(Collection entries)

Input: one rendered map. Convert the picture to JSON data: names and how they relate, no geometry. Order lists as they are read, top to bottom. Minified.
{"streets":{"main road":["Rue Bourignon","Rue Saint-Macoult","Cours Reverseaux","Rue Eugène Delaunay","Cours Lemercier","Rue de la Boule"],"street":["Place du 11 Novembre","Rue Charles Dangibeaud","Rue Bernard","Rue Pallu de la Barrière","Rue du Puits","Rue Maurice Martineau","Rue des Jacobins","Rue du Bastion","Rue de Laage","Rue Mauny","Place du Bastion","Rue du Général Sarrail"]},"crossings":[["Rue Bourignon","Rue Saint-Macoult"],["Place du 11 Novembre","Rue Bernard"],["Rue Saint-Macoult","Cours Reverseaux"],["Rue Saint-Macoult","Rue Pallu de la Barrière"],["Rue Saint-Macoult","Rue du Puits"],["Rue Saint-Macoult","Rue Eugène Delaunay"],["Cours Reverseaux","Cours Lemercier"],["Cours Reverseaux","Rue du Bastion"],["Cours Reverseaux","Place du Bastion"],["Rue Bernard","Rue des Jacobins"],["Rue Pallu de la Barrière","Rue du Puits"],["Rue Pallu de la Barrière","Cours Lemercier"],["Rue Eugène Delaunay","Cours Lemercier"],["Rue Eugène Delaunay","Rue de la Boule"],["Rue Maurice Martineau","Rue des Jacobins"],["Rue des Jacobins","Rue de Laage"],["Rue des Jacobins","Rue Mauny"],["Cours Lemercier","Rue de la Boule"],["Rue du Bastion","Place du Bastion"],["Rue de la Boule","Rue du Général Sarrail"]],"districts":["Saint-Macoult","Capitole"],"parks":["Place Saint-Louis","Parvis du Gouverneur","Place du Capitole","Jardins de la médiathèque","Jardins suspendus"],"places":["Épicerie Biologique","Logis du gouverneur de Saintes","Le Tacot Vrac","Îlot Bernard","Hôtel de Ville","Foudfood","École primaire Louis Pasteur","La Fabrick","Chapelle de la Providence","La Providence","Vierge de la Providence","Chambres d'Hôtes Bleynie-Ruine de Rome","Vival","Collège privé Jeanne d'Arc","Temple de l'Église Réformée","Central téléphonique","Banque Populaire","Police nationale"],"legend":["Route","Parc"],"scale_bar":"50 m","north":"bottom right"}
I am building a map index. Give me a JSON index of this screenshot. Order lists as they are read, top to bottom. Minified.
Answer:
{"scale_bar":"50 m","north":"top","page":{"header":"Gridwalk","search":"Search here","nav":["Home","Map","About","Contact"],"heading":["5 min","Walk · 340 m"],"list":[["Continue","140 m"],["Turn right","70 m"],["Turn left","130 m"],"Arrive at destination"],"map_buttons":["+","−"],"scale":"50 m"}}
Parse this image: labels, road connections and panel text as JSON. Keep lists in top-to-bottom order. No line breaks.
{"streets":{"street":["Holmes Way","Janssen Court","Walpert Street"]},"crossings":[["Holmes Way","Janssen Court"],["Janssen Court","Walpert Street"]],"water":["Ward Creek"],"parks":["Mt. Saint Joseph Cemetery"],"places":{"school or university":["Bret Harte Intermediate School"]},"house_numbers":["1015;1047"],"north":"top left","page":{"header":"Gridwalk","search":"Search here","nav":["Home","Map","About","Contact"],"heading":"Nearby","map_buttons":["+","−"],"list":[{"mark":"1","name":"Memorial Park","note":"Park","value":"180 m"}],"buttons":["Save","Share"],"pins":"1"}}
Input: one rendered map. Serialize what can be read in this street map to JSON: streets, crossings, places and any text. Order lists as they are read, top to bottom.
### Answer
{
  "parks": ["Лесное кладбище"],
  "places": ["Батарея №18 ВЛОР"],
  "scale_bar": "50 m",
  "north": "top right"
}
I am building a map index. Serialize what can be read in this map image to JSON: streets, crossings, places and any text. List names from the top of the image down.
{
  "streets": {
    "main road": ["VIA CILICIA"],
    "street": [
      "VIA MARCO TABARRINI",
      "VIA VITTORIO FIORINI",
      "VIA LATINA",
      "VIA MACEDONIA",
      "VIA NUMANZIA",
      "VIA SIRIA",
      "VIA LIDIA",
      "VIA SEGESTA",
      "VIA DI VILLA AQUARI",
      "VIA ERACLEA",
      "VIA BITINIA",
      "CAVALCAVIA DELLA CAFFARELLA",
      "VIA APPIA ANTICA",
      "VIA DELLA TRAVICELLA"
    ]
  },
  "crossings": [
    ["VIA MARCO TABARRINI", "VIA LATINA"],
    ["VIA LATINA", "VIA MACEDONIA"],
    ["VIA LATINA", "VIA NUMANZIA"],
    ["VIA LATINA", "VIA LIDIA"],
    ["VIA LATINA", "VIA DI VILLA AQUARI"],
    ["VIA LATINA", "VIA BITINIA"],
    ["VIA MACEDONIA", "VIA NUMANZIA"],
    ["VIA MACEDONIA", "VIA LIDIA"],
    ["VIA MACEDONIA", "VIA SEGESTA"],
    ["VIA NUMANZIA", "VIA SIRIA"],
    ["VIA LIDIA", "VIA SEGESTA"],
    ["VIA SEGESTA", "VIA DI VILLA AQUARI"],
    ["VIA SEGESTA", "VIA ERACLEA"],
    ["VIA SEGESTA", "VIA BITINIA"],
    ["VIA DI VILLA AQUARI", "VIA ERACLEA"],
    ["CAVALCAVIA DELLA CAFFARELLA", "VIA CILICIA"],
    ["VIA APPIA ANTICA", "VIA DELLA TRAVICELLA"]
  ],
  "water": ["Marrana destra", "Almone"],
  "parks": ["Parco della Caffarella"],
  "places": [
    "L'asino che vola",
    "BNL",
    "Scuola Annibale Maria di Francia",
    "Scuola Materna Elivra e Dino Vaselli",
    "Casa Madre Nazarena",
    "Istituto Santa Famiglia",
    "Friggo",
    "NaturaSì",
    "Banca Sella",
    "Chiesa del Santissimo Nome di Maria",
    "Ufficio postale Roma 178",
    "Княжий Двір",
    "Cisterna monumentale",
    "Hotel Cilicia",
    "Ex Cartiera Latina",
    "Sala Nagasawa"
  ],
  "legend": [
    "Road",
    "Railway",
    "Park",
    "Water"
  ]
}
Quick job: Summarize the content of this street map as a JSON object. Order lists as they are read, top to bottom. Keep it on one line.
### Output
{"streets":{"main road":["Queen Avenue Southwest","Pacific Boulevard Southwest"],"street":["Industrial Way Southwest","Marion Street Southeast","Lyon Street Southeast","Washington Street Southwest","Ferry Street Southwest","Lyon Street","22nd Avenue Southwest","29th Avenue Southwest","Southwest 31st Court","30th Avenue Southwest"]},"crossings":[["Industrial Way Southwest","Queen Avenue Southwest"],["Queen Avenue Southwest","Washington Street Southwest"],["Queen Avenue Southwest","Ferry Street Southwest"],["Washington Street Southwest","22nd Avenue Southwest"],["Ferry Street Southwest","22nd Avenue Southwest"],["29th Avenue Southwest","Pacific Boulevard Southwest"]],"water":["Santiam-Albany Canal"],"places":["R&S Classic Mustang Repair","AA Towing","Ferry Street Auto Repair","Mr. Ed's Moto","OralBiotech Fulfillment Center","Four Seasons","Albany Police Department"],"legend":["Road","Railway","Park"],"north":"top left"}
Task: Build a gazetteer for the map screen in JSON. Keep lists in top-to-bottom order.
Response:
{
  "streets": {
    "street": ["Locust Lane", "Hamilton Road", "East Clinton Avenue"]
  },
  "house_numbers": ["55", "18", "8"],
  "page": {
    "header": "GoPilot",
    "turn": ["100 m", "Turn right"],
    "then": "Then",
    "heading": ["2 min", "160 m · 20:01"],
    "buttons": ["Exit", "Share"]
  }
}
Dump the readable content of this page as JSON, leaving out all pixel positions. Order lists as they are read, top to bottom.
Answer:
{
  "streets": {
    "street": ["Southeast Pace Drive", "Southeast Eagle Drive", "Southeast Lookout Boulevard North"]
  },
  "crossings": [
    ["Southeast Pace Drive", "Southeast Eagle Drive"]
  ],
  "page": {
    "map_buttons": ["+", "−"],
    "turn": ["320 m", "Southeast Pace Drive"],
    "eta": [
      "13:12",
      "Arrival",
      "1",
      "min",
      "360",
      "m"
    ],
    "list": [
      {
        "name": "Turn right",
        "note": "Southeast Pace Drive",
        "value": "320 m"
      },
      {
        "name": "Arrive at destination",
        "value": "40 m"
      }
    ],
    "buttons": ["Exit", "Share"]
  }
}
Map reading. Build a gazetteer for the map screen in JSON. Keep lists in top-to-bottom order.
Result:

**PROBLEM STATEMENT:**
Find the line containing "Map reading. Build" in the data above. Please transcribe it and every line after it, exactly.

**SOLUTION TO THIS EXERCISE:**
Map reading. Build a gazetteer for the map screen in JSON. Keep lists in top-to-bottom order.
Result:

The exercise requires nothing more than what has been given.